Come alimentare i flussi di droga

Il gip di Catanzaro evidenzia anche «un dato che attesta la spiccata capacità dei sodali di muoversi con estrema facilità e rapidità nei canali del narcotraffico in modo da soddisfare la domanda sul mercato senza alcuna soluzione di continuità. L’associazione traffica prevalentemente cocaina e marijuana e rifornisce di droga anche i gruppi criminali operanti su Paola e zone limitrofe». A ciò si aggiunge «la capacità mostrata da Pietro Calabria e dai suoi principali accoliti di attrezzare l’abitazione a laboratorio per la preparazione e il confezionamento dello stupefacente. Rileva altresì che sempre nei pressi del luogo di dimora la droga veniva occultata». Nel caso di specie, la Dda ha richiamato la videoriprese sulla falegnameria o quelle che attestano l’utilizzo di vasi e barattoli posizionati nei pressi del muro perimetrale al cui interno «Andrea Tundis nascondeva quantitativi di narcotico pronti ad essere rapidamente smerciati».

La contabilità e la vendita “a credito”

Per ritenere sussistente la gravità indiziaria, il gip De Salvatore ha preso atto che il gruppo dei Calabria avrebbe tenuto un registro per la contabilità che sarebbe «comprovato dalle intercettazioni da cui risulta che gli organizzatori del gruppo erano soliti segnare i nomi degli acquirenti e i debiti di volta in volta accumulati. Si tratta di un dato particolarmente significativo ed espressivo di un’attività svolta in modo professionale nonché rivolta a garantire una stabile fonte di reddito incompatibile dunque con una dedizione allo spaccio meramente occasionale». Inoltre il gip di Catanzaro ha rilevato «la tendenza del gruppo di vendere stupefacenti a credito, indicativa di un’ampia disponibilità di droga e di una capacità di tenere sotto controllo tutti i debitori, tanto quelli assuntori quanto i demoltiplicatori che dovevano comunque rendere conto ai maggiorenti delle forniture che ricevevano e dei proventi che traevano dalla successiva rivendita».
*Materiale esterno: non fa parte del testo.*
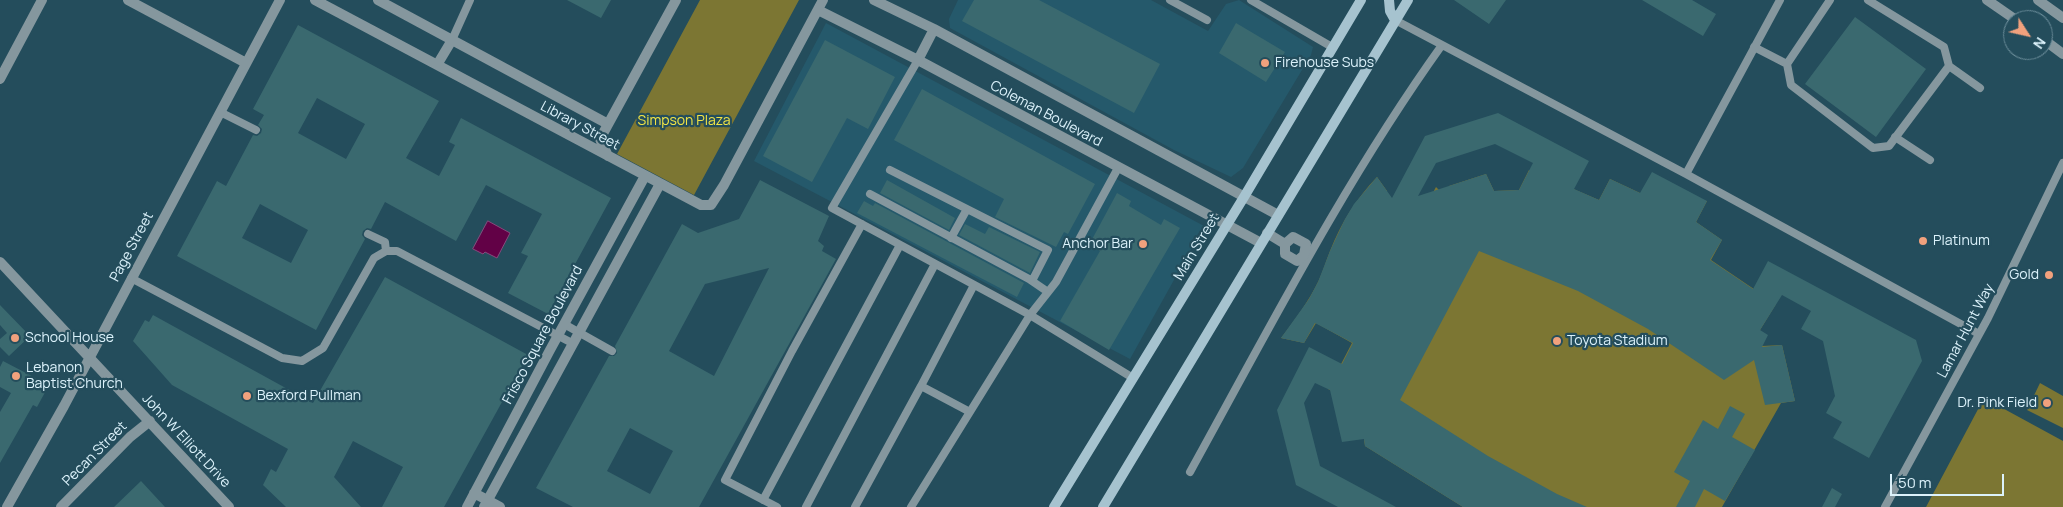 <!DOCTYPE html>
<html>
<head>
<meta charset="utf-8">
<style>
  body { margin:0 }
  #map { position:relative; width:2063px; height:507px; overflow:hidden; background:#244d5c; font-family:Manrope,sans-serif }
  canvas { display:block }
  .north { position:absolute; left:2003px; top:10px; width:50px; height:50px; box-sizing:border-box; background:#244d5c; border:1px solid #6e8f9c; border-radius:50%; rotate:125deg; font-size:14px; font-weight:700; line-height:20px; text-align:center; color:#dcf2fb }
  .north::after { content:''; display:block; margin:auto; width:18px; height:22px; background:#f1a17d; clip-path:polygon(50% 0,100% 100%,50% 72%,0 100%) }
  .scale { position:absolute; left:1890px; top:474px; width:114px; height:22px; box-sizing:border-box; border:2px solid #dcf2fb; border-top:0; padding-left:6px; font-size:15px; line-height:18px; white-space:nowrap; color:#dcf2fb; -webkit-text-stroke:4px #244d5c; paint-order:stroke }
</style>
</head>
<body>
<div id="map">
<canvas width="2063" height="507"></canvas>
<div class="north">N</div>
<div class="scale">50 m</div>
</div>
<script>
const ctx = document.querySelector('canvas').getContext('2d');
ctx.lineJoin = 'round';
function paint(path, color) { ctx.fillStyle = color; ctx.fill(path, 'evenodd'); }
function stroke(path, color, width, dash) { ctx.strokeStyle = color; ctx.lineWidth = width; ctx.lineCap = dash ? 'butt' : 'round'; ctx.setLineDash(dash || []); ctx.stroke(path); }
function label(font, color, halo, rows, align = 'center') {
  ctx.font = font + ' Manrope,sans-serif'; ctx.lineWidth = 4.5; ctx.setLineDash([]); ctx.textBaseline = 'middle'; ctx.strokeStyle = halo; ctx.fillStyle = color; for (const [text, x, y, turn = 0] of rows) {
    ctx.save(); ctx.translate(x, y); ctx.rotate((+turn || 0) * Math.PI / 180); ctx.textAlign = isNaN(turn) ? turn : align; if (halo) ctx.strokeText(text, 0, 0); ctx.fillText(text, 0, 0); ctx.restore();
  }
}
paint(new Path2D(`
  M958,0H1151L1208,31L1226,4L1239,0L1313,47L1311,55L1243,168L1231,177L1174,150L950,28L949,19Z
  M826,23L1204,226L1130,359L754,161Z`), '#25596b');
paint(new Path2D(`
  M700,0H799L694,195L617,154Z
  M1529,170L1599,200L1610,179L1640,193L1707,201L1696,222L1722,240L1711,260L1776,304L1760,330L1762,346L1782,345L1795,401L1781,403L1722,507H1463L1365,446L1364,439L1332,391L1328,389L1352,343L1316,323L1304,343L1281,338C1295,320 1309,301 1319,280C1323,271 1326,261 1330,251C1341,223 1356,199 1377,177L1387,191L1375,215L1411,233L1436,187L1455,206L1449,186L1486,174L1494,191L1519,190Z
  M2040,383L2063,396V428L2027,410Z
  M1984,398L2063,441V507H1926Z`), '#7c7633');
const water = new Path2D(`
  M488,221L510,233L497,258L485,252L483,254L473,249Z`);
paint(water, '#620146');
stroke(water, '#87497c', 1);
paint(new Path2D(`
  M567,0H611L601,18Z
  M974,0H1039L1160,64L1134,113L962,21Z
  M1454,0H1506L1489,24Z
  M1642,0H1692L1716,14L1703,36Z
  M1855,17L1926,69L1876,137L1805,84Z
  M1236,23L1285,52L1266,82L1219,53Z
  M298,25L439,101L406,158L439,176L455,145L449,142L461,118L611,198L548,314L508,293L528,256L521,253L542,214L486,185L456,241L385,202L371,229L367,228L363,231L362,235L365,239L316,330L177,256L217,181L226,186L253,135L257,136L261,133L262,129L258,125L264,115L253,109ZM317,98L365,124L346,159L298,133ZM260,204L308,230L291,263L242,238Z
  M825,40L895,77L868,129L847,118L812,182L763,156Z
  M922,89L1095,184L1068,234L1064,232L1056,247L995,217L1004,199L894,140Z
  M1498,113L1589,161L1574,189L1599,200L1610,179L1640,193L1652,172L1707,201L1696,222L1722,240L1710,260L1753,289L1768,261L1916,340L1922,361L1869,458L1833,438L1842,422L1826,413L1835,396L1823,341L1801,329L1811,311L1782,295L1760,330L1768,335L1762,347L1782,345L1795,401L1765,405L1754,360L1724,380L1648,329L1578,291L1479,251L1400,400L1488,456L1557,494L1587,507H1463L1365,446L1364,439L1342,442L1330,390L1315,383L1304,403L1320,466L1396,507H1338L1296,485L1277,410L1309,347L1342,364L1353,343L1315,323L1304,343L1281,338L1309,299L1318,282L1330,251L1345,219L1354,204L1377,177L1392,198L1425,136ZM1495,144L1533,163L1519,190L1494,191L1486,174L1418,196L1436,163Z
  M760,180L829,216L818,241L824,246L822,251L836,259L699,507H573L536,488L609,356H614L617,353L615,346L682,224L698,233L739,219ZM769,268L714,376L669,351L705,284ZM630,428L673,451L650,494L607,471Z
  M887,180L955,218L949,230L880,193Z
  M1117,193L1131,201L1129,206L1161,225L1164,219L1180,228L1109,350L1060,321L1100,251L1089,245Z
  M864,201L873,206L875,203L1024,283L1017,297L857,213Z
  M965,224L985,234L989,227L1040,252L1030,273L959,235Z
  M385,277L528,355L444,507H382L403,467L353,441L334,477L361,507H286L263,485L271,469L276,472L288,449L172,385L133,341L145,320L149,322L153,315L313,403Z
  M0,305L30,336L9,356L0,347V339L7,333L0,325Z
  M3,361L49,385L37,407L33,405L0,463V412L11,393L0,387V367Z
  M1730,406L1745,414L1732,437L1755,450L1725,501L1704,489L1695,507H1676L1690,481L1674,472L1703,420L1718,429Z
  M141,481L165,507H114Z
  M1832,488L1842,494L1835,507H1822Z`), '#3a696f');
stroke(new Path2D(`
  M1170,0L1207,20
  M1251,0L1332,47
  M1830,0L1787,64L1791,85L1873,148L1889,146L1949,66L1944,47L1868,0
  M1395,20L1686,174L1979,334
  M452,40L470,0
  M1754,47L1787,64
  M918,60L832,208L1030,315L1133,378
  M1949,66L1980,88
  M220,112L256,130
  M1895,137L1930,160
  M890,170L1048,250L1032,281
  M1686,174L1780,0
  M870,194L1029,279L1048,292
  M368,234L385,242L386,251
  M951,238L967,209
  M131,278L282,358L302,361L323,348L374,258L386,251H397L572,343
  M564,324L612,351
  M970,412L921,386L974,285
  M1190,472C1270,327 1346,179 1442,45
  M763,500L900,245
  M777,507L725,480L792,351L862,224
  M806,507L935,264
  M855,507L921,386
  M911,507L1030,315L1056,282L1118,168
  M1885,507L1988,318L2063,163`), '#85979e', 8);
stroke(new Path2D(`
  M128,0L246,63
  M315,0L701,205H711L724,185L823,0
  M378,0L608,124
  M874,0L934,29L1278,215
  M1987,0L2016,20
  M2038,0L2063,18
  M818,10L918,60L1261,243
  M2043,39L2063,54
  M918,60L934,29
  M437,65L452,40
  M0,79L42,0
  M608,156L600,139L676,0
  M1267,233L1285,244
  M1293,237L1306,244L1304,255L1297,261L1285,254V244Z
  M0,262L229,507
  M474,493L500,507
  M7,507L64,406L280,0
  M61,507L130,437L150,421
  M467,507L550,350L645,176
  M484,507L660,184`), '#85979e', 10);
stroke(new Path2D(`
  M1389,0L1390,11L1395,20
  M1054,507L1244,197L1361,0
  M1103,507L1408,0`), '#a6c3cf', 10);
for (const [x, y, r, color] of [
  [1265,63,5,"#f1a17d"],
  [1923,241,5,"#f1a17d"],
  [1143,244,5,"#f1a17d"],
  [2049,275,5,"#f1a17d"],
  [15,338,5,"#f1a17d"],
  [1557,341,5,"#f1a17d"],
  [16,376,5,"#f1a17d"],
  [247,396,5,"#f1a17d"],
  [2047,403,5,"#f1a17d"]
]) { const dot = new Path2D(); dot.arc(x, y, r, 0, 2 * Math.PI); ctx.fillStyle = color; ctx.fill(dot); stroke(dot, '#244d5c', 2); }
label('14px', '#dcf2fb', '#244d5c', [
  ["Firehouse Subs",1275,63],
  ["Platinum",1933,241],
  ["Anchor Bar",1133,244,"right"],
  ["Gold",2039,275,"right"],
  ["School House",25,338],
  ["Toyota Stadium",1567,341],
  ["Lebanon",26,368],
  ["Baptist Church",26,384],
  ["Bexford Pullman",257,396],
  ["Dr. Pink Field",2037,403,"right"]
], 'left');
label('14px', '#dcf2fb', '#244d5c', [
  ["Coleman Boulevard",1046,114,28],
  ["Library Street",580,126,28],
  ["Page Street",132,247,-62],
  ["Main Street",1197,247,-59],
  ["Lamar Hunt Way",1966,331,-62],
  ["Frisco Square Boulevard",543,335,-62],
  ["John W Elliott Drive",186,441,47],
  ["Pecan Street",95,454,-45]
]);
label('14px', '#f1e445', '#244d5c', [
  ["Simpson Plaza",684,121]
]);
</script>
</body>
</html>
Solidarietà tra gli associati

«Le intercettazioni ambientali dimostrano che i sodali erano in grado di sostituirsi nello spaccio nei momenti di bisogno, come avvenuto nel caso in cui Emanuele Tundis agiva seguendo le direttive del fratello impossibilitato. I vari accoliti erano inoltre considerati tutti equivalenti punti di riferimento nello spaccio: si consideri infatti che in molti casi gli acquirenti erano clienti indifferentemente di più componenti del gruppo». E infine, «il collegamento con l’associazione mafiosa» sarebbe «comprovato dal dato della partecipazione al sodalizio dedito al narcotraffico anche degli stessi maggiorenti della consorteria criminale mafiosa. Ciò è indicativo del fatto che l’organizzazione in esame altro non è che una propaggine della cosca di ‘ndrangheta Calabria-Tundis per la quale il settore del narcotraffico rappresenta un core business». In conclusione, «la potenzialità offensiva espressa dall’associazione», secondo il gip «va ben al di là del “piccolo spaccio”».